§ **Your instructions**
Apart from the pictures, which must be omitted, restate the data exactly.

*** Opening Supplied data ***

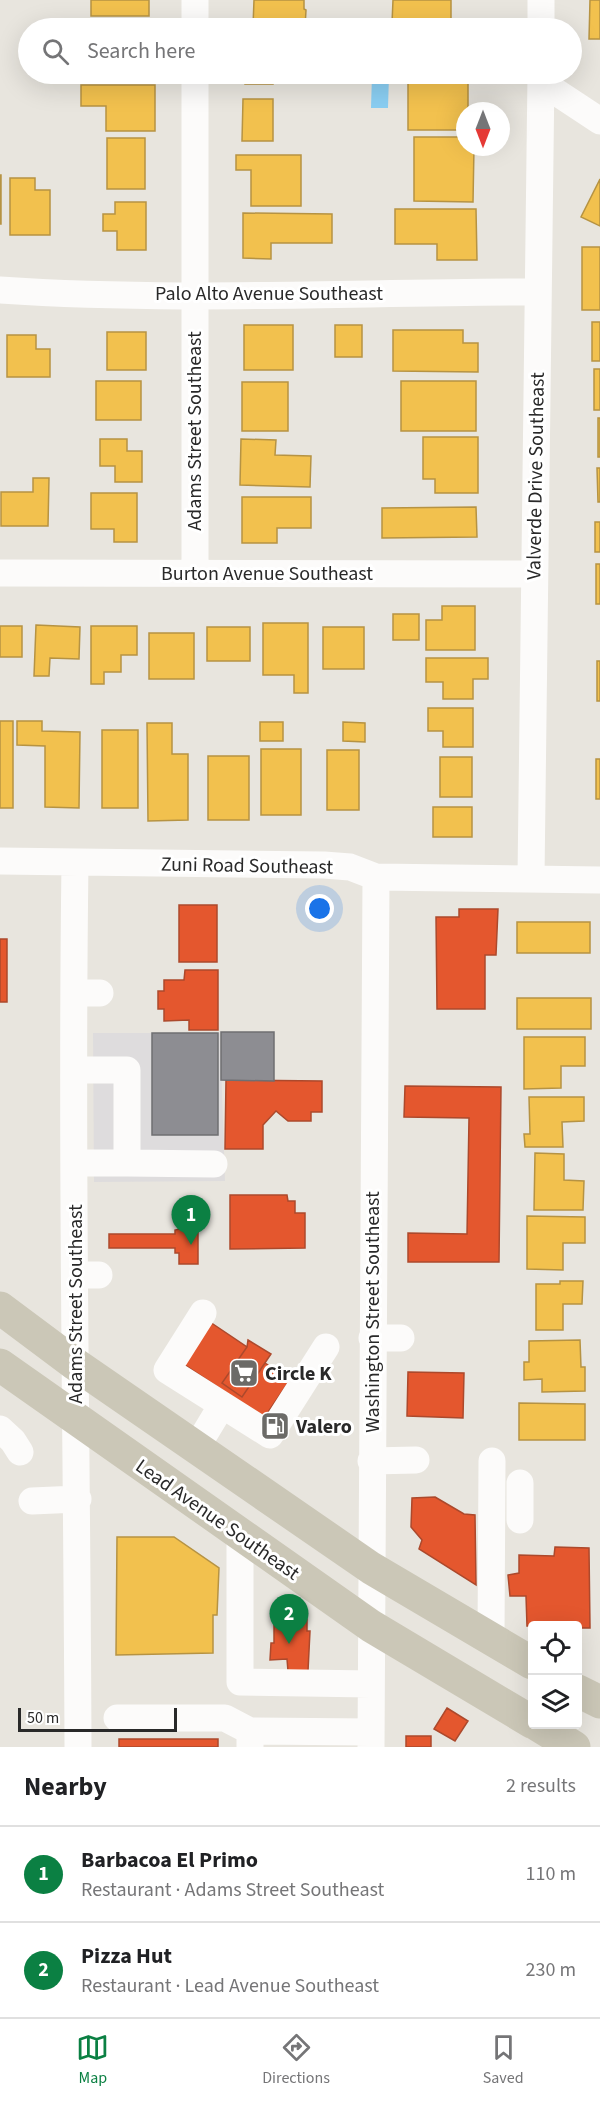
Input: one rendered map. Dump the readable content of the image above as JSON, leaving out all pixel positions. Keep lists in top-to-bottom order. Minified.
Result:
{"streets":{"main road":["Lead Avenue Southeast"],"street":["Palo Alto Avenue Southeast","Adams Street Southeast","Valverde Drive Southeast","Burton Avenue Southeast","Zuni Road Southeast","Washington Street Southeast"]},"crossings":[["Palo Alto Avenue Southeast","Adams Street Southeast"],["Palo Alto Avenue Southeast","Valverde Drive Southeast"],["Adams Street Southeast","Burton Avenue Southeast"],["Adams Street Southeast","Zuni Road Southeast"],["Adams Street Southeast","Lead Avenue Southeast"],["Valverde Drive Southeast","Burton Avenue Southeast"],["Valverde Drive Southeast","Zuni Road Southeast"],["Zuni Road Southeast","Washington Street Southeast"],["Washington Street Southeast","Lead Avenue Southeast"]],"places":{"supermarket":["Circle K"],"fuel station":["Valero"]},"scale_bar":"50 m","north":"bottom","page":{"search":"Search here","pins":["1","2"],"scale":"50 m","heading":["Nearby","2 results"],"list":[{"mark":"1","name":"Barbacoa El Primo","note":"Restaurant · Adams Street Southeast","value":"110 m"},{"mark":"2","name":"Pizza Hut","note":"Restaurant · Lead Avenue Southeast","value":"230 m"}],"nav":["Map","Directions","Saved"]}}
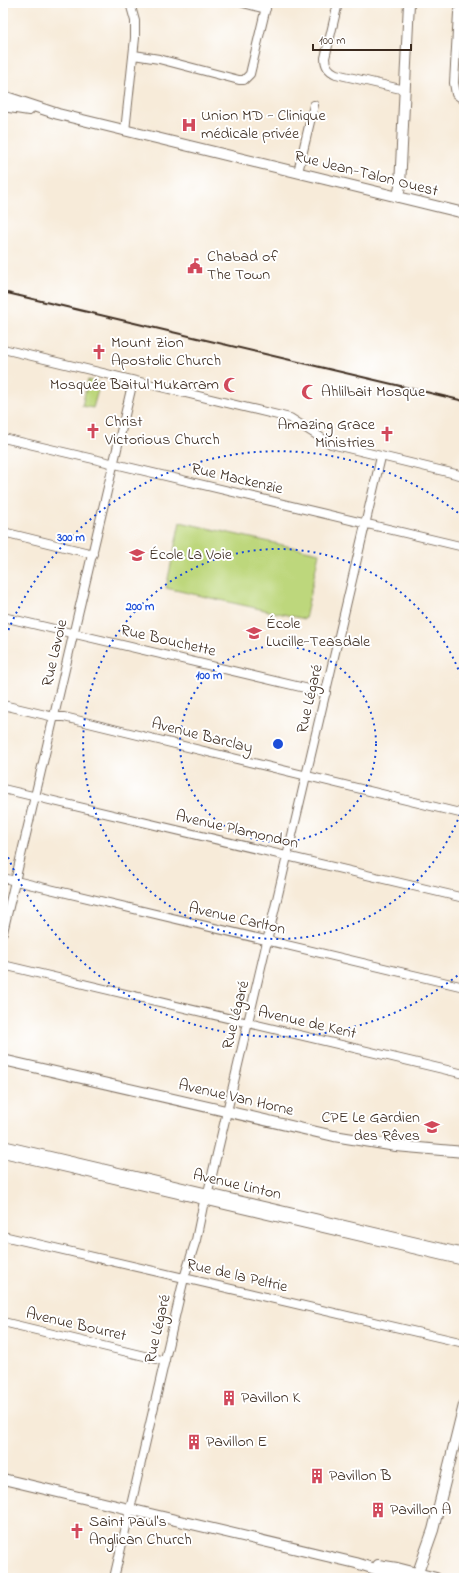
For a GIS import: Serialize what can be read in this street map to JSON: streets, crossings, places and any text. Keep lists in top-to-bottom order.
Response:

*** Closing Supplied data ***

§ **Task solution**
Input: one rendered map. Dump the readable content of the image above as JSON, leaving out all pixel positions. Keep lists in top-to-bottom order. Minified.
Result:
{"streets":{"main road":["Lead Avenue Southeast"],"street":["Palo Alto Avenue Southeast","Adams Street Southeast","Valverde Drive Southeast","Burton Avenue Southeast","Zuni Road Southeast","Washington Street Southeast"]},"crossings":[["Palo Alto Avenue Southeast","Adams Street Southeast"],["Palo Alto Avenue Southeast","Valverde Drive Southeast"],["Adams Street Southeast","Burton Avenue Southeast"],["Adams Street Southeast","Zuni Road Southeast"],["Adams Street Southeast","Lead Avenue Southeast"],["Valverde Drive Southeast","Burton Avenue Southeast"],["Valverde Drive Southeast","Zuni Road Southeast"],["Zuni Road Southeast","Washington Street Southeast"],["Washington Street Southeast","Lead Avenue Southeast"]],"places":{"supermarket":["Circle K"],"fuel station":["Valero"]},"scale_bar":"50 m","north":"bottom","page":{"search":"Search here","pins":["1","2"],"scale":"50 m","heading":["Nearby","2 results"],"list":[{"mark":"1","name":"Barbacoa El Primo","note":"Restaurant · Adams Street Southeast","value":"110 m"},{"mark":"2","name":"Pizza Hut","note":"Restaurant · Lead Avenue Southeast","value":"230 m"}],"nav":["Map","Directions","Saved"]}}
For a GIS import: Serialize what can be read in this street map to JSON: streets, crossings, places and any text. Keep lists in top-to-bottom order.
Response:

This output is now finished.